Wilkinson, his deputy, is less overtly partisan. His work combines
the color of a travelogue with the mannerisms of an academic writer.
But, his core positions on Venezuela seem to be identical to
Vivanco's if his February 2008 article in The Nation is any
indication. The same discredited complaints are trotted out with
nothing new to recommend them and they are awash in a romanticized
pessimism that would astonish community organizers in Caracas.
Vivanco's pattern of disruptions are, of course, nowhere in the two
spammed articles that reported his expulsion from Venezuela over the
weekend. But, the American press seems to trust the Bush government
and its adjuncts with all things Venezuelan and has once again simply
passed on and proliferated the official story. I wish my betters in
the press corpse would wake up and smell the disinformation. Last
November, they printed the story that the Venezuelan referendum would
not have election monitors. They knew because the State Department
said so. That turned out to be embarrassingly wrong: the NAACP and
National Lawyers' Guild were on the job by invitation.. More
recently, they forwarded the story that one or more captured FARC
laptops - that survived US-guided direct bombing hits as miraculously
as a hijacker's passport - contained damning emails from Chavez
proving he was funding the guerillas. Greg Palast made short work of
that rumor but the bureaus never turned a hair. They were on to
reporting without any self-consciousness at all that Venezuela and
Bolivia were not doing their part in the War on Drugs. Their sources
were Bush administration "officials" who apparently forget at their
convenience that the world's largest suppliers of drugs, Colombia and
Afghanistan, are both American client states.

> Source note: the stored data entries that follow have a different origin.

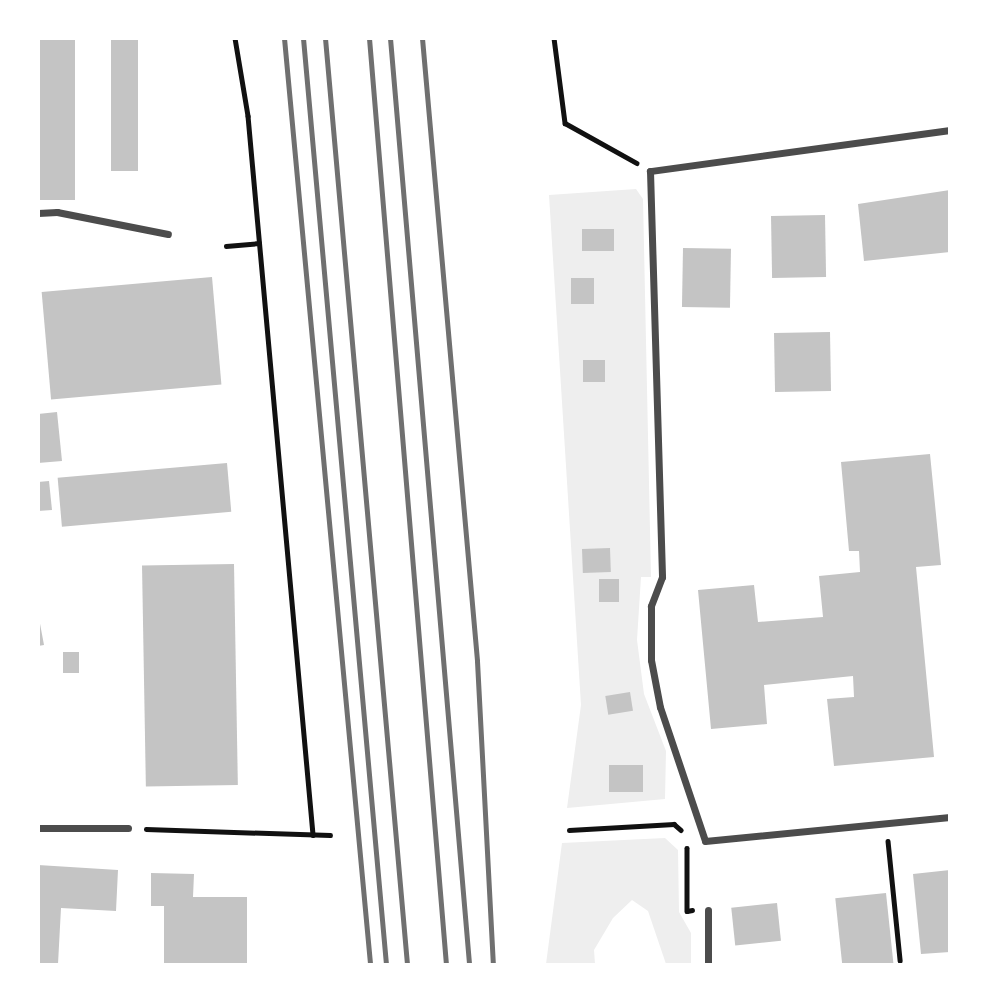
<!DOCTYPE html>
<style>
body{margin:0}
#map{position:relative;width:988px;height:1003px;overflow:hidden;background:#fff;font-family:"Golos Text",sans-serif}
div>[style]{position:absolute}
.green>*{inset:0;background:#eee}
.building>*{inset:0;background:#c4c4c4;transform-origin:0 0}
.path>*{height:4.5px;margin:-2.25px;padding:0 2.25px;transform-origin:2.25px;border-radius:2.25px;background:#111}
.minor>*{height:7px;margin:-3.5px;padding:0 3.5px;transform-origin:3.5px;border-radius:3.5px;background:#4c4c4c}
.rail>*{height:5px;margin:-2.5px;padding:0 2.5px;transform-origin:2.5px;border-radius:2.5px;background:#707070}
span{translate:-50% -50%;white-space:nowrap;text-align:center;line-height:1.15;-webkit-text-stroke:7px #fff;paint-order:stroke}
.frame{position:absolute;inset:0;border:40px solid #fff;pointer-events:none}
</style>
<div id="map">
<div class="green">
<i style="clip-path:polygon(636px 189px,643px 199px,651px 577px,641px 577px,637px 640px,644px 694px,666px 751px,665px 799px,567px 808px,581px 705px,549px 195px)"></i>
<i style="clip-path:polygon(665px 838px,678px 850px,679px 912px,691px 933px,691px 964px,666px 964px,648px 911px,632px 900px,613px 918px,594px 950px,595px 964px,546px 964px,562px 843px)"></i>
</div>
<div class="building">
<i style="left:38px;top:38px;width:37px;height:162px"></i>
<i style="left:111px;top:38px;width:27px;height:133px"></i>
<i style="clip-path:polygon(950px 190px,950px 252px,864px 261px,858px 204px)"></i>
<i style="left:825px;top:215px;width:62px;height:54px;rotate:89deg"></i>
<i style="left:614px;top:229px;width:22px;height:32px;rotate:90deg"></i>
<i style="left:683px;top:248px;width:48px;height:59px;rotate:1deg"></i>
<i style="left:212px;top:277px;width:108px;height:171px;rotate:85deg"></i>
<i style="left:571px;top:278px;width:23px;height:26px"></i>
<i style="left:830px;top:332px;width:59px;height:56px;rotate:89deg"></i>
<i style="left:583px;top:360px;width:22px;height:22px"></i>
<i style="clip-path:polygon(57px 412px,62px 461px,38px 463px,38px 414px)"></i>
<i style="clip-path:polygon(930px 454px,941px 565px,916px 567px,934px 757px,834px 766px,827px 699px,854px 697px,853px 676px,764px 685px,767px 724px,711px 729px,698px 590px,754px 585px,758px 622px,823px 617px,819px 576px,860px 572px,859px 551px,849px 551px,841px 462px)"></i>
<i style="left:227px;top:463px;width:49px;height:170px;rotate:85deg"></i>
<i style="clip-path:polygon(49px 481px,52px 510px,38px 511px,38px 482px)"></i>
<i style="left:610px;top:548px;width:24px;height:28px;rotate:88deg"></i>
<i style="left:234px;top:564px;width:221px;height:92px;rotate:89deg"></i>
<i style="left:599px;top:579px;width:20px;height:23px"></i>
<i style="clip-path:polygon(38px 613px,44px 645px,38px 646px)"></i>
<i style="left:63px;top:652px;width:16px;height:21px"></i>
<i style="left:630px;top:692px;width:19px;height:25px;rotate:81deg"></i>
<i style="left:609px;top:765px;width:34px;height:27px"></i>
<i style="clip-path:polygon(38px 865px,118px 870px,116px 911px,61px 908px,58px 964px,38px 964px)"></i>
<i style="clip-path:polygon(950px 870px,950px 952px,921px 954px,913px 874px)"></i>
<i style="clip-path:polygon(151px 873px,194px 874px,193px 897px,247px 897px,247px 964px,164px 964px,164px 906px,151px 906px)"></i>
<i style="left:886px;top:893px;width:71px;height:51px;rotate:84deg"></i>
<i style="left:777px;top:903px;width:38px;height:46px;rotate:84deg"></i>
</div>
<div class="path">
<i style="left:235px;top:38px;width:79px;rotate:80.5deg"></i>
<i style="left:248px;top:116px;width:722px;rotate:84.83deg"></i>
<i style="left:554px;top:38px;width:86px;rotate:82.6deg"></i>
<i style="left:565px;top:123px;width:82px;rotate:29.1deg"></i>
<i style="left:226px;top:246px;width:33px;rotate:-5deg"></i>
<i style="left:146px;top:829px;width:184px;rotate:1.9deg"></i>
<i style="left:569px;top:830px;width:105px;rotate:-3.3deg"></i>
<i style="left:674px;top:824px;width:9px;rotate:41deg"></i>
<i style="left:888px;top:841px;width:120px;rotate:84.2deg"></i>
<i style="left:687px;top:848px;width:63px;rotate:90deg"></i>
<i style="left:687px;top:911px;width:5px;rotate:-11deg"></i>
</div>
<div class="minor">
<i style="left:950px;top:130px;width:303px;rotate:172.2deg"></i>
<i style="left:650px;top:171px;width:406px;rotate:88.3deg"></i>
<i style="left:662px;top:577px;width:31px;rotate:111deg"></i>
<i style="left:651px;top:606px;width:54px;rotate:90deg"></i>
<i style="left:651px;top:660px;width:48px;rotate:79.2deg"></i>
<i style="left:660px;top:707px;width:141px;rotate:71.4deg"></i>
<i style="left:705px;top:841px;width:246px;rotate:-5.6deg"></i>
<i style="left:38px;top:213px;width:19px;rotate:-3deg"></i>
<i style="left:57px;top:212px;width:113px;rotate:11.2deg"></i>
<i style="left:38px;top:828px;width:90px"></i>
<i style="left:708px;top:910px;width:54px;rotate:90deg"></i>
</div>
<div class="rail">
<i style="left:284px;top:38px;width:930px;rotate:84.69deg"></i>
<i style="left:303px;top:38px;width:930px;rotate:84.88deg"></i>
<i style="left:325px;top:38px;width:930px;rotate:84.94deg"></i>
<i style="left:369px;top:38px;width:929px;rotate:85.25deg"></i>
<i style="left:390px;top:38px;width:929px;rotate:85.12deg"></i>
<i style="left:422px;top:38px;width:625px;rotate:84.95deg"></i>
<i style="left:477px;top:661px;width:303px;rotate:87deg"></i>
</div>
<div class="frame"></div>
</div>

So on Friday, the talking point was: Chavez has expelled two human
rights workers. That these two men have been more active in
critiquing Chavez politically than in observing the steadily
improving state of human rights in Venezuela never caused the
smallest ripple in the coverage. These HRW representatives have
repeatedly timed their critiques to coincide with Bush administration
attacks on the Chavez government at sensitive moments. Nobody in the
media seems to be noticing that they have done exactly what they have
been accused of by the Chavez government, of meddling in Venezuela's
internal affairs, although anyone with a search engine and an hour to
search has access to that information. The coverage hasn't once
ruffled the cover.
It's saddening to find that Human Rights Watch is not exempt from the
long history of US government "tampering by NGO". Human Rights Watch
has allowed Mr. Vivanco to so misconstrue and overstep his mission in
Venezuela that the organization itself has lost credibility and a
great deal of good will. The decisions HRW makes going forward will
determine if that organization is ever able to recover the good name
it has so casually sacrificed in service of an openly political
agenda and in the last chaotic, destructive days of the Bush disaster.
There is, though, a sort of wonderful image floating around the
internet -- a direct result of the last few weeks of the war on
democracy in Latin America, as John Pilger calls it. It is a long
rather than tall photograph of twelve Latin American leaders flanking
Evo Morales, showing their support for him during this last violent
attack on his goverment by the Bush Government and the interests Bush
fronts. Mr. Chavez is off to the left, waving but not asking for
focus. President Morales is in the center, smiling quietly. I've
never seen such a strong show of solidarity among democratic Latin
American leaders in my lifetime. When you look at this photograph,
you can't help but think of that Obama campaign slogan: Not this time.
Maybe the good people at Human Rights Watch should take a look.
Elizabeth Ferrari is a San Francisco author and activist.